Friday, January 31, 2014

Facing Fears

Last weekend, Brian and I talked my mom and sisters into going skiing with us. My fifteen-year-old sister had been a handful of times. My youngest sister had never been. My mom went once when she was in high school. We decided going for just half the day would be a wise plan.

It's funny how different my sisters are. Lexi is fearless. She rarely thinks about the consequences of her actions, she just acts on passion and willpower. It's something that more often than not gets her in trouble, but I also think it's a gift. I'm jealous that she can try things without being intimidated by fear. Even though she's only been skiing a few times, you would never guess it. She always wants to go on a harder run, she always goes faster than the rest of us, and she's the first to laugh at anyone who falls down.

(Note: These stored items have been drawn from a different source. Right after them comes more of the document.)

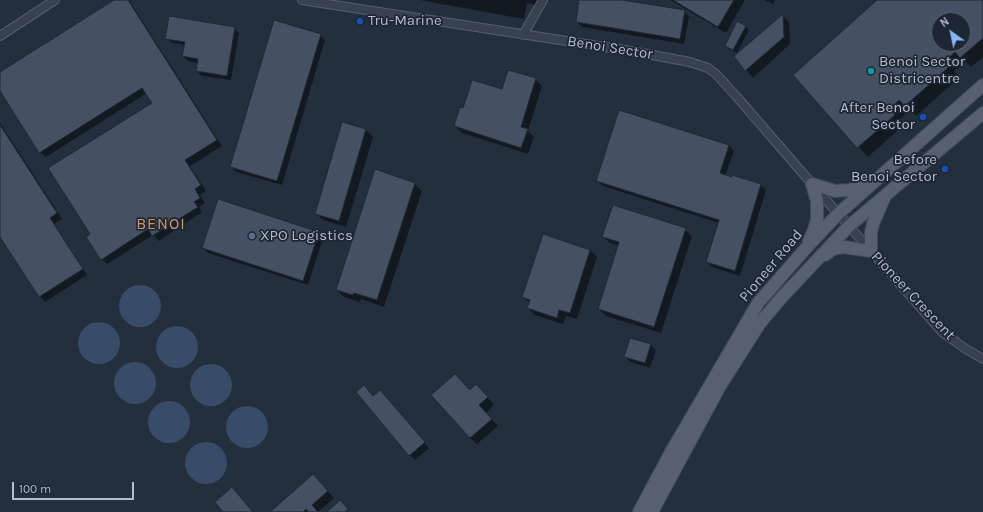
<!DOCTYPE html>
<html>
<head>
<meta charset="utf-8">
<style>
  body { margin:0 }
  #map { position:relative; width:983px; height:512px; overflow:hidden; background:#242f3e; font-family:Karla,sans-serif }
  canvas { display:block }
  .north { position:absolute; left:931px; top:12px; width:40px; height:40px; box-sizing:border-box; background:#1d2633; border:1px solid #59626f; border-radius:50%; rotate:327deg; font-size:11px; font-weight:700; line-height:16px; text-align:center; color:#b4bcc9 }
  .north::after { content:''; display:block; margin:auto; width:14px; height:18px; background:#8ab4f8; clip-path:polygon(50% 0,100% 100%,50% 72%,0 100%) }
  .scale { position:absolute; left:12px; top:482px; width:122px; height:18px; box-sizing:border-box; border:2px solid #b4bcc9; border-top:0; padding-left:5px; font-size:12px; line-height:14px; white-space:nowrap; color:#b4bcc9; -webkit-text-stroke:3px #1d2633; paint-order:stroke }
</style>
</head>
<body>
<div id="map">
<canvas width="983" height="512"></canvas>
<div class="north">N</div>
<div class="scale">100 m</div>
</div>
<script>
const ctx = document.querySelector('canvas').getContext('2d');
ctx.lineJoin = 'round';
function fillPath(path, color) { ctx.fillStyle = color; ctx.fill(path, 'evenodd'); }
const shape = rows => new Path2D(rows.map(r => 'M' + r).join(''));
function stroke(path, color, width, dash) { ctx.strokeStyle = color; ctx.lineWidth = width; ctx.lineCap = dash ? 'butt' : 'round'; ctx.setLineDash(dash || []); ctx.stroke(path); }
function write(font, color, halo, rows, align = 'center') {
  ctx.font = font + ' Karla,sans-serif'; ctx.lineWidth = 3.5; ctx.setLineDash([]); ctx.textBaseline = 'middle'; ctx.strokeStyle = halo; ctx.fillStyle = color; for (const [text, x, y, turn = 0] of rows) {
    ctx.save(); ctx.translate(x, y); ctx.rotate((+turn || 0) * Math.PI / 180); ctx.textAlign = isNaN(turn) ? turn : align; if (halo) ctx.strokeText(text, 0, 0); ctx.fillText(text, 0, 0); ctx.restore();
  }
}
const water = shape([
  '119 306a21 21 0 1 1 42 0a21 21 0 1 1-42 0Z',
  '78 343a21 21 0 1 1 42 0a21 21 0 1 1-42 0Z',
  '156 347a21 21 0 1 1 42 0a21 21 0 1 1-42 0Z',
  '114 383a21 21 0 1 1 42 0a21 21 0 1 1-42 0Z',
  '190 385a21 21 0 1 1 42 0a21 21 0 1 1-42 0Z',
  '148 422a21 21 0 1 1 42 0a21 21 0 1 1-42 0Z',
  '226 427a21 21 0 1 1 42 0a21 21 0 1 1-42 0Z',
  '185 463a21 21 0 1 1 42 0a21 21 0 1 1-42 0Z'
]);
const shadow = shape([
  [116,0,129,0,222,146,190,166,206,191,200,195,205,203,199,207,202,212,159,241,153,235,107,264,102,259,92,235,153,103,147,93,46,157,40,152,0,89,0,73],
  [420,0,541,0,540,6,527,3,524,19],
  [580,0,616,0,684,11,689,17,684,44,582,27,577,22],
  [670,0,745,0,726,33],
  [765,0,775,0,773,4],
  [879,0,983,0,983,57,971,67,966,62,954,71,960,77,916,116,910,110,899,120,904,125,868,157,794,75],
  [939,20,963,20,963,44,939,44],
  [782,15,789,22,790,44,753,78,735,56],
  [745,26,749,30,737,53,729,49,726,46],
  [234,28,239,33,231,80,202,76,197,71,198,63,188,61,183,56,185,45,172,43,166,38],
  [320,35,325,40,282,185,236,172,231,167],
  [535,79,542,86,528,131,534,137,528,154,462,133,455,126,464,110,503,90],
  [0,123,62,219,54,224,87,275,45,302,40,296,0,235],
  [343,123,366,130,373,137,346,227,323,220,316,214],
  [729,145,734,151,725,176,733,178,733,177,761,185,766,190,740,276,712,267,707,262,719,223,603,186,597,181],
  [415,184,422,191,384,307,361,299,360,302,344,297,337,290],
  [685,229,692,236,661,333,606,316,599,309,619,246,610,243,603,237],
  [318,233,323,238,308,285,208,253,203,248],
  [543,236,590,250,597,257,577,319,566,316,563,324,535,315,528,308,530,303,523,297],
  [631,339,651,345,656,350,650,368,631,362,625,357],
  [470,391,483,392,494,405,486,413,498,426,477,444,470,438],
  [374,397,385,397,429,448,415,460,410,455],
  [320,482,334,498,318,512,272,512]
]);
const building = shape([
  [114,0,128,0,217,140,185,160,201,185,195,189,200,198,194,202,198,207,152,236,148,229,101,260,86,237,90,234,48,168,152,103,142,88,39,153,0,91,0,72,114,0],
  [579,0,622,0,685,10,680,39,576,22,579,0],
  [673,0,734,0,718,27,673,0],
  [877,0,983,0,983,38,960,58,955,52,945,61,950,66,905,106,899,100,890,109,895,115,857,148,793,75,877,0],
  [939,20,963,20,963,44,939,44,939,20],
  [783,14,784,37,745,71,734,56,783,14],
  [169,16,235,27,227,76,196,71,198,59,182,56,185,42,165,39,169,16],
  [274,20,321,34,277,181,230,167,274,20],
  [737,21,746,26,733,50,725,46,737,21],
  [508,70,536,78,521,127,528,129,521,148,454,126,460,107,463,108,472,80,502,89,508,70],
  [619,110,729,145,720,173,732,177,732,175,761,184,735,271,706,262,719,220,596,181,619,110],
  [342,122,366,129,339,221,315,214,342,122],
  [0,125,57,213,50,218,83,269,39,297,0,237,0,125],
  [375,169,415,183,377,300,354,293,353,295,336,290,375,169],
  [218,199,319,232,303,281,202,248,218,199],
  [613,205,686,228,654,327,598,309,619,242,602,237,613,205],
  [543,234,590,250,570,313,559,310,557,318,527,308,530,300,522,297,543,234],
  [630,338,651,344,645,363,624,357,630,338],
  [455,374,470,390,476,384,488,397,479,405,492,419,470,438,431,395,455,374],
  [364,385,373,396,380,390,425,442,409,456,356,392,364,385],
  [313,474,328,491,312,505,318,512,309,512,306,509,303,512,270,512,313,474],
  [232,487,253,512,223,512,215,502,232,487],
  [340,500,348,509,345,512,327,512,340,500]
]);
const minor = shape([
  [302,0,631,51,690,62,708,68,716,74,737,97,812,184,943,333,966,349,983,359],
  [523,35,543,0],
  [0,36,55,0]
]);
const primary = shape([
  [812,184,835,191,849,190,860,188,869,185],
  [809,241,814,230,817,219,817,201,812,184],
  [825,255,833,249,843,247,871,251,871,233,873,224,885,196],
  [639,512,671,452,758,303,807,247,838,214,983,85],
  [652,512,720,386,760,323,782,297,849,226,983,113]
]);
const markers = [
  [360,21,4,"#1a4fb4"],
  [871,71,4,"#0f9aa8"],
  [923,117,4,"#1a4fb4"],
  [945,169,4,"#1a4fb4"],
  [252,236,4,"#5c6f8a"]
];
const poiNames = [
  ["Tru-Marine",368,21],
  ["Benoi Sector",879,62],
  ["Districentre",879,79],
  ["After Benoi",915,108,"right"],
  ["Sector",915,125,"right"],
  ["Before",937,160,"right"],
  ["Benoi Sector",937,177,"right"],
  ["XPO Logistics",260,236]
];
const streetNames = [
  ["Benoi Sector",610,48,9],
  ["Pioneer Road",771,266,-50],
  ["Pioneer Crescent",913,296,47]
];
const neighbourhoodNames = [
  ["BENOI",161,224]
];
fillPath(water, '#394c67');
fillPath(shadow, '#0007');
fillPath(building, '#455162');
stroke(building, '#1f2835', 1);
stroke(minor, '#565f6c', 10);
stroke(primary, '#414a57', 14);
stroke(minor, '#38414e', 8);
stroke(primary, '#56606e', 12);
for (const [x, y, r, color] of markers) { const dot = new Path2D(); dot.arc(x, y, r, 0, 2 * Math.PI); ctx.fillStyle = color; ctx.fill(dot); stroke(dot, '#1d2633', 1.5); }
write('15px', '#b4bcc9', '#1d2633', poiNames, 'left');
write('15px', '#b4bcc9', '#1d2633', streetNames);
ctx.letterSpacing = '1px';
write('16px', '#d59563', '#1d2633', neighbourhoodNames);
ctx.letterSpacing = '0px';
</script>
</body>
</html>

Then there is Chloe. Chloe is sweet and careful about many things. She's shy around new people, she can get her feelings hurt easily, and the last thing she ever wants to do is hurt someone else's feelings. She is also very timid when it comes to trying new things. Even though she didn't straight out say it (remember, she probably didn't want to hurt our feelings), Chloe did not want to be on the mountain that day with skis strapped to her feet.

As we approached the ski lift for our first run of the day, I let the cool breeze whip at my bare cheeks and I took in the site of tall white cliffs that wore piercing evergreen trees as accessories. I hadn't been skiing since I was 13. In the past few years, I'd tried getting into snowboarding, although I wasn't that good. Brian and I decided after years of snowboarding, we should give skiing a go. I was sure I would be fine transitioning to skiing, but I was still a bit nervous. I could feel the fear burning in the pit of my stomach as our turn to get on the lift got closer and closer. I was afraid . . . but I'd never admit it. I'm somewhere in between my two sisters. I'm the one who often acts brave but the pace of my heartbeat would tell otherwise.

I looked down at Chloe and saw that her eyes were brimming with tears. I asked her if she was okay.

"I don't want to get on the lift! I'm afraid of heights," she cried.

My mom comforted her while I tried to be all profound and said, "It's okay, Chlo. It's good to do things that scare us."

We persuaded Chloe to get on the lift. She kept her eyes closed the whole time. On our first run down, Chloe picked up speed and couldn't stop. She sat down and Brian skied down the mountain with all his might, trying to catch her. After some coaching from Brian, Chlo figured out the magical slowing down power of plowing. We went on a few more runs. Chloe looked more confident. She was no longer afraid. I even thought she was maybe enjoying herself.



When we reached the end of the day with only a few minutes left until the lifts would close, we decided to head in to the lodge and return our ski rentals.

Chloe tugged on my glove and said with excitement, "Will you go one last time with me?"

I was thrilled to hear her ask. We hurried for the lift (she still closed her eyes) and took one last ride. She looked so graceful and had a perfect run. On the car ride back home, Chloe kept asking my mom when they could go skiing again.

Oh, and you never would have guessed it was only my mom's second time skiing. She only fell once, and that one time occurred because she decided to run over me. So yeah, we both crashed pretty good on that one. Then she just sprawled out on the snow and laughed. I couldn't get too mad at her for the whole incident ;).